- _EXERCISE OBJECTIVE_:
Locate each line below that includes "canvas" and reproduce it.

MATERIAL PROVIDED Start Marker

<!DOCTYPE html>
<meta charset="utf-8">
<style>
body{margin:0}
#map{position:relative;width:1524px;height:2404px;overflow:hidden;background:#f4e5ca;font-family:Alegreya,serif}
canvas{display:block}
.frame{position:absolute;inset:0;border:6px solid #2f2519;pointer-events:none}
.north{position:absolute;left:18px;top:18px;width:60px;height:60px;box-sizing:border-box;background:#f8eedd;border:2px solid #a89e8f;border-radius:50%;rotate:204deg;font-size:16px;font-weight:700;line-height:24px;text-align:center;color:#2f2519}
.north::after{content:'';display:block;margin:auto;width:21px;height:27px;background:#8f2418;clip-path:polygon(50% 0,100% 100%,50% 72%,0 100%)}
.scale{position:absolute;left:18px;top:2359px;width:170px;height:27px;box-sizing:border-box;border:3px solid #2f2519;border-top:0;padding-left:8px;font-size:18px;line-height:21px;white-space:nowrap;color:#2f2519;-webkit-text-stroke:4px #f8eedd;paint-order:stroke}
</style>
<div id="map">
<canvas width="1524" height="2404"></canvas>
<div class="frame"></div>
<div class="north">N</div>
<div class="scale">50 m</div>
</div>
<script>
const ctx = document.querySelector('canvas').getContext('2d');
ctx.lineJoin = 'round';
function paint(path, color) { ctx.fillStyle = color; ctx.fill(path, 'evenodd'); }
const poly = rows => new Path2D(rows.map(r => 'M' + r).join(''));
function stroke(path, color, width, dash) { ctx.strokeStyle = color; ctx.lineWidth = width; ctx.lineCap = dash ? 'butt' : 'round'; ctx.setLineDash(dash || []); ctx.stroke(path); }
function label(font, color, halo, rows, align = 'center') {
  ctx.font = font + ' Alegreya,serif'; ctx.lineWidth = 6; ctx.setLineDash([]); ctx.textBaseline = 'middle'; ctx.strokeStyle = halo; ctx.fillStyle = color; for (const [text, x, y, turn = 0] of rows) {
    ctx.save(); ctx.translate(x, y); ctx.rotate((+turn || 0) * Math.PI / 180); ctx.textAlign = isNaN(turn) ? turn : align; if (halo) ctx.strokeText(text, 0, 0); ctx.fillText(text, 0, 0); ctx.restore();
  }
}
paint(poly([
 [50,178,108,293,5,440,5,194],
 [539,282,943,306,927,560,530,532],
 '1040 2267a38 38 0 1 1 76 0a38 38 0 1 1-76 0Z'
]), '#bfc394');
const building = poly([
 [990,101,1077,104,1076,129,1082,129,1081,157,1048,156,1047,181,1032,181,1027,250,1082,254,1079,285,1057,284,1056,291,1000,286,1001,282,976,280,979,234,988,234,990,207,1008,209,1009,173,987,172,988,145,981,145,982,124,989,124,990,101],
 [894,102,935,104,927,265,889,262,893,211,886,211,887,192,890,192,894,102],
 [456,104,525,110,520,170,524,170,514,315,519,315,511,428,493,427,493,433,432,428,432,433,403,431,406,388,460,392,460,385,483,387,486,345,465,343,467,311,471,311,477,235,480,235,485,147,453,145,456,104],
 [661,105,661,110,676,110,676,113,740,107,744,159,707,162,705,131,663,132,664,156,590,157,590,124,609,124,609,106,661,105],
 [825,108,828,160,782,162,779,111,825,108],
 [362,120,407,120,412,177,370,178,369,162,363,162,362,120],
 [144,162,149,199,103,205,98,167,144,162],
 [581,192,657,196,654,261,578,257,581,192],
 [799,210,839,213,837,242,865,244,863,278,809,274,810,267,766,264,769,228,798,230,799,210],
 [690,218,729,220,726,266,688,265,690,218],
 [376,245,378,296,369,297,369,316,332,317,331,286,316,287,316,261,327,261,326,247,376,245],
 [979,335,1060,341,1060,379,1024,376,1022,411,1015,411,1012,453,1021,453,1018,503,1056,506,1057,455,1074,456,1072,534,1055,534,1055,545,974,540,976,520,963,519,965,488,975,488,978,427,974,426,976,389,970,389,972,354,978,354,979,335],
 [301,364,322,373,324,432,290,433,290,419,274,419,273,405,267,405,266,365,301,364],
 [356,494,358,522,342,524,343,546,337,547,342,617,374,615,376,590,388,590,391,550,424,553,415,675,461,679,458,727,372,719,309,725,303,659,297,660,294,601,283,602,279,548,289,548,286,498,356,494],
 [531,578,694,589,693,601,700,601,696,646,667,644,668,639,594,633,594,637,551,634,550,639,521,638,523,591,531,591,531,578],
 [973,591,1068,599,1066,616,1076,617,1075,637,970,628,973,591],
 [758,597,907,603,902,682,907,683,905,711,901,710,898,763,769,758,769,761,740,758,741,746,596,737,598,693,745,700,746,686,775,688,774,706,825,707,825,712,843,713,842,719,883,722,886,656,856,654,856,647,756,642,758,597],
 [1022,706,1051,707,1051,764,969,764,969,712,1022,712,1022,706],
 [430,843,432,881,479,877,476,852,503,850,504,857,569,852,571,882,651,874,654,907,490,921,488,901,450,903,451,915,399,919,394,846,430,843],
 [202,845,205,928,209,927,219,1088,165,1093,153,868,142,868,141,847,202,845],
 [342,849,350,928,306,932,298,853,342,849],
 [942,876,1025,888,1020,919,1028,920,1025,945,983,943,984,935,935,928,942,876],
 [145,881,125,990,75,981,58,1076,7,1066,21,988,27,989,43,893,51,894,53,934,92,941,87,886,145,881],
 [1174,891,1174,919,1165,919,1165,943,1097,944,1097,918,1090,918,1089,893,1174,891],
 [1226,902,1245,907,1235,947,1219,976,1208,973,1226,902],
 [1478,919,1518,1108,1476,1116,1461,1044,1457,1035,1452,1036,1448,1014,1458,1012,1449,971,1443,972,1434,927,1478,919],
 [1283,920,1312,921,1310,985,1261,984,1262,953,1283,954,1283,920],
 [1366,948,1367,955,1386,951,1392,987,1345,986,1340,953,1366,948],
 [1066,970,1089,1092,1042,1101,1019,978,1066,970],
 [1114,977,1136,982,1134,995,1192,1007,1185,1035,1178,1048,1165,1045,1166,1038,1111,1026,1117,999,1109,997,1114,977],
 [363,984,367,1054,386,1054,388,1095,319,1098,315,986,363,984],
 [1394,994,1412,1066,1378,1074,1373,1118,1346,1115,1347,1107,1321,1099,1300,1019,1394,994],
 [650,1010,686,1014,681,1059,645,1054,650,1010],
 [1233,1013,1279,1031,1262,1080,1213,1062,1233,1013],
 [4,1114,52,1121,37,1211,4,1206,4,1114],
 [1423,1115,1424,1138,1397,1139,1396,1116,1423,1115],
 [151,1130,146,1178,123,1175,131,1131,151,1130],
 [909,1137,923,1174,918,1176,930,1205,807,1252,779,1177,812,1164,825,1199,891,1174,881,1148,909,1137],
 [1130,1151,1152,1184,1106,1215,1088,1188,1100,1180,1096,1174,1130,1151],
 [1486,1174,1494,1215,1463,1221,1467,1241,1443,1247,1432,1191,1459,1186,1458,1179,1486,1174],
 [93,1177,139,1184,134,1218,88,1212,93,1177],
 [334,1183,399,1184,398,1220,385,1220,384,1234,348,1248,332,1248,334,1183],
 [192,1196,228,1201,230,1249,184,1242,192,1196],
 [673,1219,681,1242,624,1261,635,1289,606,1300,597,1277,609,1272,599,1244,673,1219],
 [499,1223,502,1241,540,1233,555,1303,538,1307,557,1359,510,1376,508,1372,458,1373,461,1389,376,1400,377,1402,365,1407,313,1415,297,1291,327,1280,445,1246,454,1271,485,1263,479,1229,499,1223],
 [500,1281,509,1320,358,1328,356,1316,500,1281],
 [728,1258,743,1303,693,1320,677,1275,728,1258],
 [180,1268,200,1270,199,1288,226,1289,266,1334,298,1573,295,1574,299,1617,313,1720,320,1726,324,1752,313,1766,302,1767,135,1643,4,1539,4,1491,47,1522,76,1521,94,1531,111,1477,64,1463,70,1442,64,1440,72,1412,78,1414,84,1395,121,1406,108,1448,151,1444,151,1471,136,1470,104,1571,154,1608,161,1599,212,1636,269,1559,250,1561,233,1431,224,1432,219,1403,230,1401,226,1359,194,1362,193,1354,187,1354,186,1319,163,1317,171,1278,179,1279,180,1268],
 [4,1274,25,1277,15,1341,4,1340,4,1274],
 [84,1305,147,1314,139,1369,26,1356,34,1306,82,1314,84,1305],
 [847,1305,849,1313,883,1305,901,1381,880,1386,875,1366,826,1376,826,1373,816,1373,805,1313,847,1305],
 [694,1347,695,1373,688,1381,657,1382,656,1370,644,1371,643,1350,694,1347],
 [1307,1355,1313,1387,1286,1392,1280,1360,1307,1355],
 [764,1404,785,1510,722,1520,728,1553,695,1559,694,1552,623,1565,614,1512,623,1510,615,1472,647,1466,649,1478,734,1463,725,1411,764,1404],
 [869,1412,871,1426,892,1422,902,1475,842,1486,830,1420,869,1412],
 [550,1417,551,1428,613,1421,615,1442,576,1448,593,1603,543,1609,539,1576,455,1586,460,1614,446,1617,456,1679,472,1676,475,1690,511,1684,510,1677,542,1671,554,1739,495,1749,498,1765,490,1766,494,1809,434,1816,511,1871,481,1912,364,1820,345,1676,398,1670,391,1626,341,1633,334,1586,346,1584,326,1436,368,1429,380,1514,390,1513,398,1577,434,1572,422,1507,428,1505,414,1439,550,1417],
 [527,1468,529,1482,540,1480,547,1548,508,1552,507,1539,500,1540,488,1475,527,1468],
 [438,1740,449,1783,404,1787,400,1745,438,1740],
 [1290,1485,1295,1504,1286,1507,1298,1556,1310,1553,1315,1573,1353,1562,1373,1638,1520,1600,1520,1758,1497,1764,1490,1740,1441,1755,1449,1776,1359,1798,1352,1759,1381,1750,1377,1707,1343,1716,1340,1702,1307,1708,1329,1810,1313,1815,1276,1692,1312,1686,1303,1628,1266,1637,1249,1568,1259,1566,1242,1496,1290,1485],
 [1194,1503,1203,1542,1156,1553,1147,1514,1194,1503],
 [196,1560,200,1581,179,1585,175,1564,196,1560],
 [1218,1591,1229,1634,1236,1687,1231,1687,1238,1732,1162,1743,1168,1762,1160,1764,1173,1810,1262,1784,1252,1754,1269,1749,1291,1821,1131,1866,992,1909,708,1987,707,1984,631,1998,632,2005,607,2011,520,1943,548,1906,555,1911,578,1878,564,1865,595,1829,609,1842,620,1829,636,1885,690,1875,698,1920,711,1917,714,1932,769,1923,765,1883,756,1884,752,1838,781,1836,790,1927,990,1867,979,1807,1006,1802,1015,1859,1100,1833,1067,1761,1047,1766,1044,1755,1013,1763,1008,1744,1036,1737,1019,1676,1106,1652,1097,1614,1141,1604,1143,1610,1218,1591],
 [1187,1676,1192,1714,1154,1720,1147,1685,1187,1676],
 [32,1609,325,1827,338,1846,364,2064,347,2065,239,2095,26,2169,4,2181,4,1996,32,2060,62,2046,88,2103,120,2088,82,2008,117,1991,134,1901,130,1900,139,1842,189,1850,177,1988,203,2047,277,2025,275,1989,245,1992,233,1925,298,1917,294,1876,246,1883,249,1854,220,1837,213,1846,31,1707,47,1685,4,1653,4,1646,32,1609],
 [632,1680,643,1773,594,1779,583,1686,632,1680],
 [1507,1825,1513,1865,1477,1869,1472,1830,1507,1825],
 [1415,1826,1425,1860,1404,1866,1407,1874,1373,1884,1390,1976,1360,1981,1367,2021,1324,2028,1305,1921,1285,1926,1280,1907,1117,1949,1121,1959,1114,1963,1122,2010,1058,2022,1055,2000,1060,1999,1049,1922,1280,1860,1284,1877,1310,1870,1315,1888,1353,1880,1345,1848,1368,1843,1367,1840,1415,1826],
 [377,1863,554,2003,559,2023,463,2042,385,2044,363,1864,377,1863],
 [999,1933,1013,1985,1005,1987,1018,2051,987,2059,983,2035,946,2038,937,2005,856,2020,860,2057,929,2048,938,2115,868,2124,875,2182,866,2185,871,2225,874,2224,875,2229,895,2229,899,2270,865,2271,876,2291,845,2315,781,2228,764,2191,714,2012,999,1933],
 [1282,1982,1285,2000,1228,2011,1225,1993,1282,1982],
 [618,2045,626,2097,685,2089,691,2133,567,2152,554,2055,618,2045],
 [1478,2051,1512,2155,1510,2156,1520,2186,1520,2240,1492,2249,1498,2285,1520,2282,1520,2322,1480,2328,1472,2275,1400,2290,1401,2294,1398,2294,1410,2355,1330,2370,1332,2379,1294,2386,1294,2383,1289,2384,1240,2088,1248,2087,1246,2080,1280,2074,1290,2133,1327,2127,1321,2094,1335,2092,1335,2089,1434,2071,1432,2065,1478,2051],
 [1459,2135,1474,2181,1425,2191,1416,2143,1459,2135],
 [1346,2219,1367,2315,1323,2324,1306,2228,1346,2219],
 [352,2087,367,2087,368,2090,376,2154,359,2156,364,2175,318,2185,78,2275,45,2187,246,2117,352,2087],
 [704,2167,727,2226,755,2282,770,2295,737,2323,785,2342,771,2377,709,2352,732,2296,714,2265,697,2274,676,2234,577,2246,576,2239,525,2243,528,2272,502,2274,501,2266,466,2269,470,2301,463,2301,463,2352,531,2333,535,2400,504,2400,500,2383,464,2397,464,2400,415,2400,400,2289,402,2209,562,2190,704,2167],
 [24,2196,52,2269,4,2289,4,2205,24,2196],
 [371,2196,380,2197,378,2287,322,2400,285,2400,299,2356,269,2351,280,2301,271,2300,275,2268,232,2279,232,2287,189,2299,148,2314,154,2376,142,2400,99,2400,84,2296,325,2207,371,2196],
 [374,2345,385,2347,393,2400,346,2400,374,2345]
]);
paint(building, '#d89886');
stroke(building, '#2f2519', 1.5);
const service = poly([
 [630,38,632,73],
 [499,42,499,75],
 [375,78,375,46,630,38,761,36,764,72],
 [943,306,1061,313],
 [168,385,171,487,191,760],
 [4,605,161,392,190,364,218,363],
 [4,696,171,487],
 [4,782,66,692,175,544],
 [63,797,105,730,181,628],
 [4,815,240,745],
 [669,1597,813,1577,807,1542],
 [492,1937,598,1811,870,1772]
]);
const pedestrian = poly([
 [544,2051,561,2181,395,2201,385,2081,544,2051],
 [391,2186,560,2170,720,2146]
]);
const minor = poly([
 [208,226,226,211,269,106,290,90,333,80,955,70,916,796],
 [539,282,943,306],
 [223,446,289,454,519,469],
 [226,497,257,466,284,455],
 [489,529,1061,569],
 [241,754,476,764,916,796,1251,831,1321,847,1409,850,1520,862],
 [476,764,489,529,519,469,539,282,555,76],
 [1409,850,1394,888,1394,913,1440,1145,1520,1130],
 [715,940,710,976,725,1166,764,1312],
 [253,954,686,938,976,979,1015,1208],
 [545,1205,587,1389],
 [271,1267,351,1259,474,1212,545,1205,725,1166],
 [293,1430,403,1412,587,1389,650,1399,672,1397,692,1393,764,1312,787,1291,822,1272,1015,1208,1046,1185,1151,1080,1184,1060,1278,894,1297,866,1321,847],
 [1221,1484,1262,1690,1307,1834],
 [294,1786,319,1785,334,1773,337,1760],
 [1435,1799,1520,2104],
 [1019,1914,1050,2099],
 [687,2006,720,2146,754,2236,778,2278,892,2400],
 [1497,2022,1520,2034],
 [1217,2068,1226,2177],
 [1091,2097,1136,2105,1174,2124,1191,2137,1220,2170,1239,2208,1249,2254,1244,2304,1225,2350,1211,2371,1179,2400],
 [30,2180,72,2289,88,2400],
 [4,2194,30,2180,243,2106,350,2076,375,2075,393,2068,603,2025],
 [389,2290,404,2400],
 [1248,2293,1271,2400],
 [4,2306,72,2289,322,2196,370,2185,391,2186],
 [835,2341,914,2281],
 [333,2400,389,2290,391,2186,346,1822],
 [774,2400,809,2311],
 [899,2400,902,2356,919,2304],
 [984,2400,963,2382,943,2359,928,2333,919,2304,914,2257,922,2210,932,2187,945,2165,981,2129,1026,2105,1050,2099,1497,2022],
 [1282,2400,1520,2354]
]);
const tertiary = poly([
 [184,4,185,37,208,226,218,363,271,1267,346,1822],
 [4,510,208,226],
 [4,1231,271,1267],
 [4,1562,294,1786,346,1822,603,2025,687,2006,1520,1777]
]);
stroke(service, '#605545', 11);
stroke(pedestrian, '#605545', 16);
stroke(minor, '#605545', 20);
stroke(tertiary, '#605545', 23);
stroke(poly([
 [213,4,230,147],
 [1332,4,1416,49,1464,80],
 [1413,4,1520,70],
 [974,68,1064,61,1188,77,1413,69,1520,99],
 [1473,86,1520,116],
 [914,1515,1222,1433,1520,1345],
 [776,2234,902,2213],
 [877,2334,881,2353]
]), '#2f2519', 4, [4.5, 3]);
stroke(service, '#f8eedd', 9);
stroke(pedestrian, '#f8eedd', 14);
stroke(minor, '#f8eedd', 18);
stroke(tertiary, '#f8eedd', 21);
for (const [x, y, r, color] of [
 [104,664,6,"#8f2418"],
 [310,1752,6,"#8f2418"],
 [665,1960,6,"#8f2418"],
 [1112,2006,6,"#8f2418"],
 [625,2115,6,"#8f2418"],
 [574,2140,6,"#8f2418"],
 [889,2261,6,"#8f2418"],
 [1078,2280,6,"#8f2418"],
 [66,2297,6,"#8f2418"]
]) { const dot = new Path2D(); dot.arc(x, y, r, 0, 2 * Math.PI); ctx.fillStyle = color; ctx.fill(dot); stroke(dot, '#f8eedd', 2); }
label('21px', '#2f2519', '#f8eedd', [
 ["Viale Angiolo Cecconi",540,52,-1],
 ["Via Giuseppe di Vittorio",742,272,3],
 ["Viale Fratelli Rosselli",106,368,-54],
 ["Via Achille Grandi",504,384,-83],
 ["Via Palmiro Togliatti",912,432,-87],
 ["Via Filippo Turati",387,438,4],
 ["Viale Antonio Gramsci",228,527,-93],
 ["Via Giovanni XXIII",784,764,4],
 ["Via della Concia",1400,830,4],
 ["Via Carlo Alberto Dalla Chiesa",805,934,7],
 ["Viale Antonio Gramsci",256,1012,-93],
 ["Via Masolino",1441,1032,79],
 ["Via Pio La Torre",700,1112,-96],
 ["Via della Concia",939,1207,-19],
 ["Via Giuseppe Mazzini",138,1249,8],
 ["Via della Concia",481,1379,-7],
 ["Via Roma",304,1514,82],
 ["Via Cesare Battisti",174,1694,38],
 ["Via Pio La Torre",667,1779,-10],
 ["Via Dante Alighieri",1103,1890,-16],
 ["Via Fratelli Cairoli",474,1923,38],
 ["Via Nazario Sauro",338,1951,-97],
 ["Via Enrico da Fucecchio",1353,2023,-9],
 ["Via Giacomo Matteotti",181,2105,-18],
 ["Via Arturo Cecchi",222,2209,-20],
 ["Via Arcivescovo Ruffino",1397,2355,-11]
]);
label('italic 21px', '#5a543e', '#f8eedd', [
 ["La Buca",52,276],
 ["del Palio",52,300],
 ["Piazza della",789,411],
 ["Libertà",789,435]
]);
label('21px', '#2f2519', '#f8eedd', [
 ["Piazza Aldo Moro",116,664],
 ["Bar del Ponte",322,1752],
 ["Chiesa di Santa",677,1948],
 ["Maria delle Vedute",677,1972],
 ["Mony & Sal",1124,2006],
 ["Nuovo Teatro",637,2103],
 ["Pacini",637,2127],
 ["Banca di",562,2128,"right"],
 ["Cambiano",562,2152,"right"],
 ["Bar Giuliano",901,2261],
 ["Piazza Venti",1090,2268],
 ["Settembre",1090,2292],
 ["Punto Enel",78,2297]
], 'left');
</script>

MATERIAL PROVIDED End Marker

- _ANSWER SECTION_:
canvas{display:block}
<canvas width="1524" height="2404"></canvas>
const ctx = document.querySelector('canvas').getContext('2d');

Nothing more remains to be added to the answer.